Roll on tomorrow then - just let me try and sleep off the last of my jetlag first.

Tuesday, May 06, 2008

JavaOne, Day 0

Well, today was spent setting up the Altio booth, and it does look better now. We all spent the morning putting things together, replacing a dud network switch, getting blinded by working 4 inches away from the tv screen and watching Tom juggle the Altio balls.

After a fraught speaker training session yesterday when I realised Sun had replaced the words 'JavaScript' and 'Java' with stock phrases, such as 'JavaScript Programming Language' in my presentation titles I had to go and get that sorted out, and then spent the afternoon doing the practice that my session coach recommended: reading each slide out loud 15 times. It was very useful, but after 4 hours doing that yesterday afternoon the combination of talking for that long and jetlag kicking in meant that I could barely think or speak and so I gave in and tried to get some sleep. As Gary and I had started the day early with an insomniac's photography walk around San Francisco I am hoping to get over the lingering jetlag today and be ready for the first full day of JavaOne tomorrow.

Monday, May 05, 2008

JavaOne, Day -1

So, we've arrived in San Francisco without any problems, and even made it to the Moscone Centre in time to register properly and go and check out our bare looking booth (pictured), which will look better when get all the stuff delivered tomorrow and set up the TV, backdrop and leaflets etc.

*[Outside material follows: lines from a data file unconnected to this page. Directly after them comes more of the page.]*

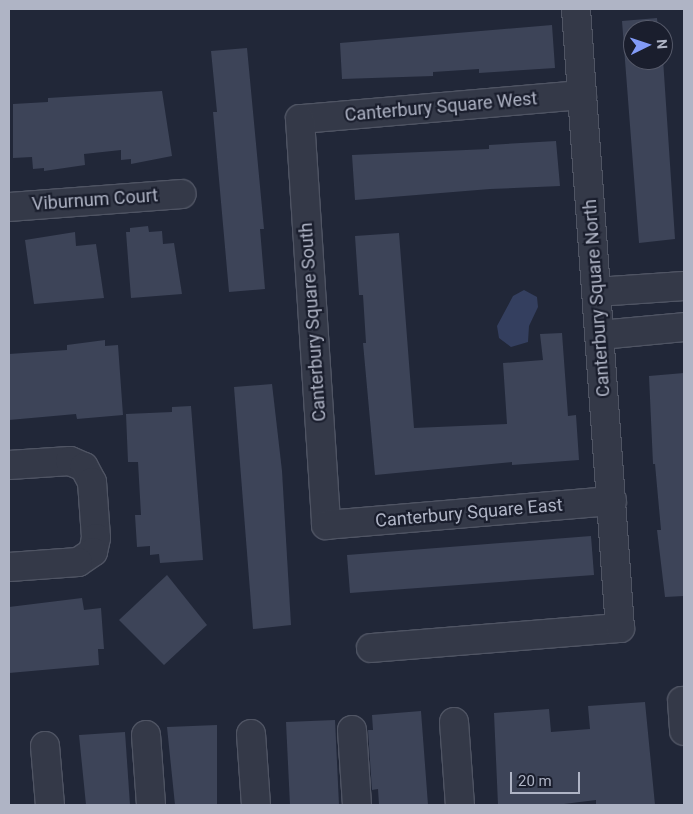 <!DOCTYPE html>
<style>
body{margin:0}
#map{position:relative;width:693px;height:814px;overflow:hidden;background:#212738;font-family:Roboto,sans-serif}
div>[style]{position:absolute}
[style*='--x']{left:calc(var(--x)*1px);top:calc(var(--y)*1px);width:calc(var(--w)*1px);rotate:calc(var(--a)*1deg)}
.water>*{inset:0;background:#343f5f}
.building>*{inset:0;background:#3d4458}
.roads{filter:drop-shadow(1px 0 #4f5463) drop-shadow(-1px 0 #4f5463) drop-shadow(0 1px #4f5463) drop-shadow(0 -1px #4f5463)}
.minor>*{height:28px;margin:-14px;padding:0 14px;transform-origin:14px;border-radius:14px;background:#343948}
span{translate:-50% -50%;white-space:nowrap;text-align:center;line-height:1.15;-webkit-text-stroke:4.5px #1a1e2d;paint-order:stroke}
.street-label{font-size:18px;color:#afb4c5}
.frame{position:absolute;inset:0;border:10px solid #afb4c5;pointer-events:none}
.north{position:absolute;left:623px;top:20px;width:50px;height:50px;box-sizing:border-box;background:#1a1e2d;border:1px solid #565a6a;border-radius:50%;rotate:86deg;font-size:14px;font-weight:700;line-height:20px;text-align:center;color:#afb4c5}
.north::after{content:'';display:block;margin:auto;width:18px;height:22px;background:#829bf7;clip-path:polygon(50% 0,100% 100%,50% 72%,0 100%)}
.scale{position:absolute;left:510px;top:772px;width:70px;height:22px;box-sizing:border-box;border:2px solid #afb4c5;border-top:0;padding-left:6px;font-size:15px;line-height:18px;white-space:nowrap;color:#afb4c5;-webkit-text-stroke:4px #1a1e2d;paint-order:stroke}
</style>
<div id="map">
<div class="water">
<i style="clip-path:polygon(524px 290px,537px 297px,538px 307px,529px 326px,528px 342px,511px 347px,499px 338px,497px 326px,513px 296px)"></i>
</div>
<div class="building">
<i style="clip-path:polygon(657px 18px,658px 30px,633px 30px,633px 60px,663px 59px,675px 239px,639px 243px,622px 21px)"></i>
<i style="clip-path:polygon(552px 25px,555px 68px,479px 73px,479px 69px,433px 72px,433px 76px,342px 79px,340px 43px)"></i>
<i style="clip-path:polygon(247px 48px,264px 229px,260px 229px,265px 289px,229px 292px,213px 112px,217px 112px,211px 51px)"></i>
<i style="clip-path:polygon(162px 91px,172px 156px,131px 164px,131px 159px,121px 160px,121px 150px,84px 154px,85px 165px,44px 171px,44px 168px,33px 169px,32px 157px,13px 158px,13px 104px,48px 102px,48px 98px)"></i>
<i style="clip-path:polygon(556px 141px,560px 186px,490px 189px,355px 200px,352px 155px,489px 149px,489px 145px)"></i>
<i style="clip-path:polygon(148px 226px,149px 232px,162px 231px,163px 244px,174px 243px,182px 294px,131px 298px,126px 232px,130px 232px,130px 228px)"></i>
<i style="clip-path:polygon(75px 232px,76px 246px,96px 244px,104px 298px,34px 304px,25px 240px)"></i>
<i style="clip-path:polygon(399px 233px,414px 428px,507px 424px,503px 363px,543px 360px,540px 334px,562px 333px,568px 416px,576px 415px,579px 460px,512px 465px,512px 462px,375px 475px,363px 343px,366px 343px,363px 295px,359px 295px,355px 236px)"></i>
<i style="clip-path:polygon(105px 340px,105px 346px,118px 345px,123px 415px,77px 419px,76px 414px,9px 420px,9px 354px,67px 350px,67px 345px)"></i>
<i style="clip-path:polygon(684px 373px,684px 596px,665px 597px,657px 530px,661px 530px,655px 464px,653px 464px,649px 376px)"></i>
<i style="clip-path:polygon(272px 384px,282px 471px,291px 625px,253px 629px,234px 387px)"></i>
<i style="clip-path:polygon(191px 406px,203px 560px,160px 563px,159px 554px,150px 555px,150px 546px,137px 547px,135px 515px,141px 515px,138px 462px,128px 462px,126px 414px,172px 412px,172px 407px)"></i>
<i style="clip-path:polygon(591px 536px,594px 575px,350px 593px,347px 555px)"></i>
<i style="clip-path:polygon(167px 575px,207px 625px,164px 665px,119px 620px)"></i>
<i style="clip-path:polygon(82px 598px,84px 610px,101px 608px,104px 649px,98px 649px,99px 665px,9px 673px,9px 607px)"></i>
<i style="clip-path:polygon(645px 702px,655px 805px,596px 805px,596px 800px,556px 805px,498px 805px,494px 713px,549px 709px,551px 732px,590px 729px,588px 706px)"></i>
<i style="clip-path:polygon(421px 711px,428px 805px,379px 805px,378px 789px,372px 790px,368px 730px,373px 730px,372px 715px)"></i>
<i style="clip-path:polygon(335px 720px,339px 805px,290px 805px,286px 722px)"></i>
<i style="clip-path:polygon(217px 725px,217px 805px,175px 805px,167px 727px)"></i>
<i style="clip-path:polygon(125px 732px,130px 805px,86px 805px,79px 735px)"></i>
</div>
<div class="roads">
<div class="minor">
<i style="--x:582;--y:95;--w:283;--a:175.1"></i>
<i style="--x:300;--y:119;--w:407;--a:86.3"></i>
<i style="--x:326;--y:525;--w:287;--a:-4.8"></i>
<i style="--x:9;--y:207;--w:173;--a:-4.3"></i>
<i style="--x:596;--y:292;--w:88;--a:-3.9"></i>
<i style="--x:600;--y:335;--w:84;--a:-5.4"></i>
<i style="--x:9;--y:465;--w:61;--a:-3.8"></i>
<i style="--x:70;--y:461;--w:15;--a:23"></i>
<i style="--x:84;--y:467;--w:17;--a:62"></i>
<i style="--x:92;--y:482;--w:56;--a:85.9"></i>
<i style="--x:96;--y:538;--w:14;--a:102"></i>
<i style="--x:93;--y:552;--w:18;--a:146"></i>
<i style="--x:78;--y:562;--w:69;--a:175.9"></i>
<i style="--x:371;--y:648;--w:250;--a:-4.6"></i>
<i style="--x:620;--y:628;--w:621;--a:-94.07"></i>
<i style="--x:682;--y:701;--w:30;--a:86"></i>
<i style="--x:454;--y:722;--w:83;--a:85.9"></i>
<i style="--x:352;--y:730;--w:75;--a:86.2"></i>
<i style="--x:251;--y:734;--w:71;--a:86"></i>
<i style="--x:146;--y:735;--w:70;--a:85.9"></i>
<i style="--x:45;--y:746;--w:59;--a:85.2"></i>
</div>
</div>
<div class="street-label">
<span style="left:441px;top:107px;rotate:-5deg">Canterbury Square West</span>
<span style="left:95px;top:200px;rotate:-4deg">Viburnum Court</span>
<span style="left:597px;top:298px;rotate:-94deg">Canterbury Square North</span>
<span style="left:313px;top:322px;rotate:-94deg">Canterbury Square South</span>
<span style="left:469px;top:513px;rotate:-5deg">Canterbury Square East</span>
</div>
<div class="frame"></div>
<div class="north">N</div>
<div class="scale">20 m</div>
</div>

Turns out we have 77 people registered for our Technical Session on Tuesday, which is pretty cool. We're off now to get some speaker coaching for it, so I'll post another update tomorrow.

Friday, May 02, 2008

New Altio website

The new Altio website is finally live!

We can thankfully say good riddance to the old site, which had almost no good points at all, and welcome in the new Altio site. It still has a few rough edges, and a few sections are lacking content, but it is a huge improvement, and is definitely a work in progress, not something to sit unattended for months like the old site.